Work instructions:
Every entry below should be returned exactly as it appears, with pictures left out.

Data for analysis Start Marker

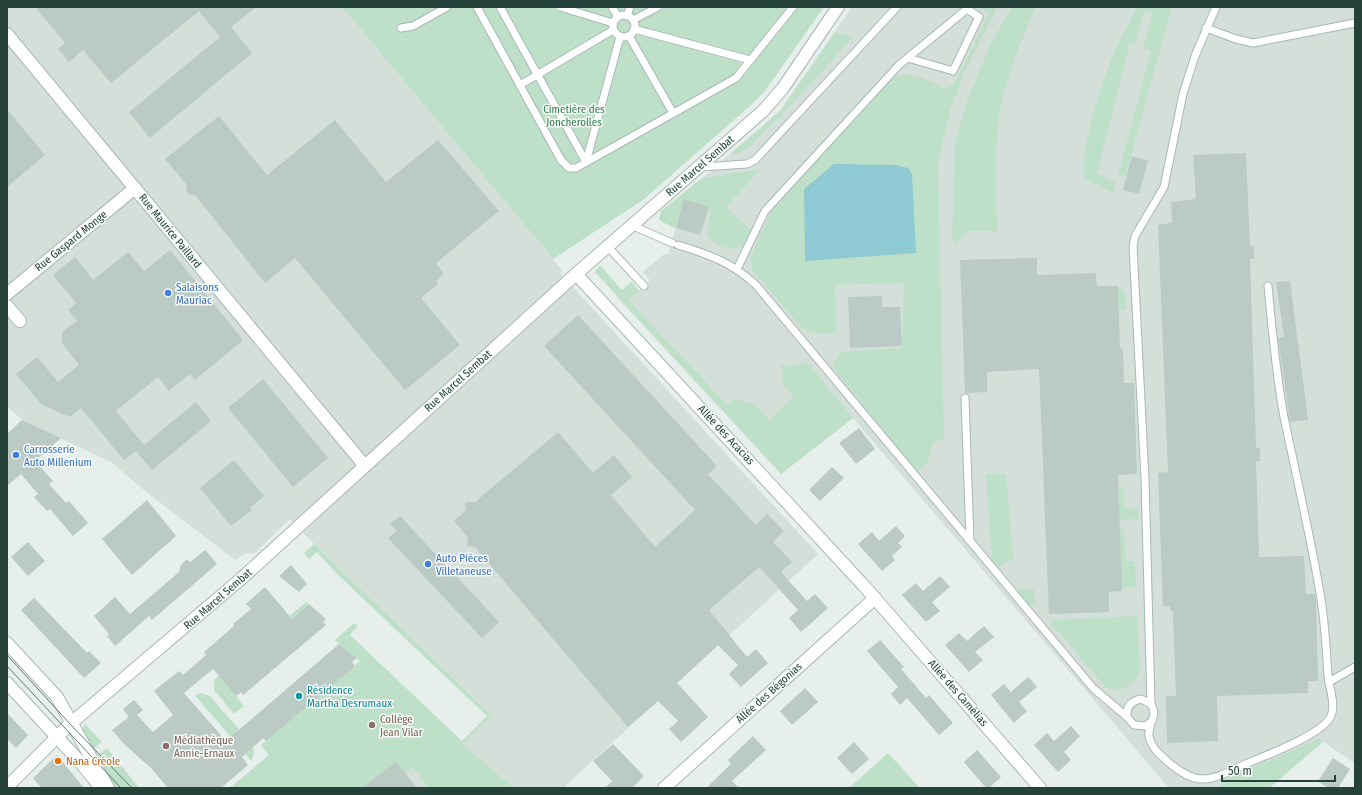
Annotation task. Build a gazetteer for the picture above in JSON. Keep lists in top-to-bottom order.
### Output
{
  "streets": {
    "street": [
      "Rue Marcel Sembat",
      "Rue Maurice Paillard",
      "Rue Gaspard Monge",
      "Allée des Acacias",
      "Allée des Bégonias",
      "Allée des Camélias"
    ]
  },
  "crossings": [
    ["Rue Marcel Sembat", "Rue Maurice Paillard"],
    ["Rue Marcel Sembat", "Allée des Acacias"],
    ["Rue Maurice Paillard", "Rue Gaspard Monge"],
    ["Allée des Acacias", "Allée des Bégonias"],
    ["Allée des Acacias", "Allée des Camélias"],
    ["Allée des Bégonias", "Allée des Camélias"]
  ],
  "parks": ["Cimetière des Joncherolles"],
  "places": [
    "Salaisons Mauriac",
    "Carrosserie Auto Millenium",
    "Auto Pièces Villetaneuse",
    "Résidence Martha Desrumaux",
    "Collège Jean Vilar",
    "Médiathèque Annie-Ernaux",
    "Nana Créole"
  ],
  "scale_bar": "50 m"
}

Data for analysis End Marker

Your response:
Annotation task. Build a gazetteer for the picture above in JSON. Keep lists in top-to-bottom order.
### Output
{
  "streets": {
    "street": [
      "Rue Marcel Sembat",
      "Rue Maurice Paillard",
      "Rue Gaspard Monge",
      "Allée des Acacias",
      "Allée des Bégonias",
      "Allée des Camélias"
    ]
  },
  "crossings": [
    ["Rue Marcel Sembat", "Rue Maurice Paillard"],
    ["Rue Marcel Sembat", "Allée des Acacias"],
    ["Rue Maurice Paillard", "Rue Gaspard Monge"],
    ["Allée des Acacias", "Allée des Bégonias"],
    ["Allée des Acacias", "Allée des Camélias"],
    ["Allée des Bégonias", "Allée des Camélias"]
  ],
  "parks": ["Cimetière des Joncherolles"],
  "places": [
    "Salaisons Mauriac",
    "Carrosserie Auto Millenium",
    "Auto Pièces Villetaneuse",
    "Résidence Martha Desrumaux",
    "Collège Jean Vilar",
    "Médiathèque Annie-Ernaux",
    "Nana Créole"
  ],
  "scale_bar": "50 m"
}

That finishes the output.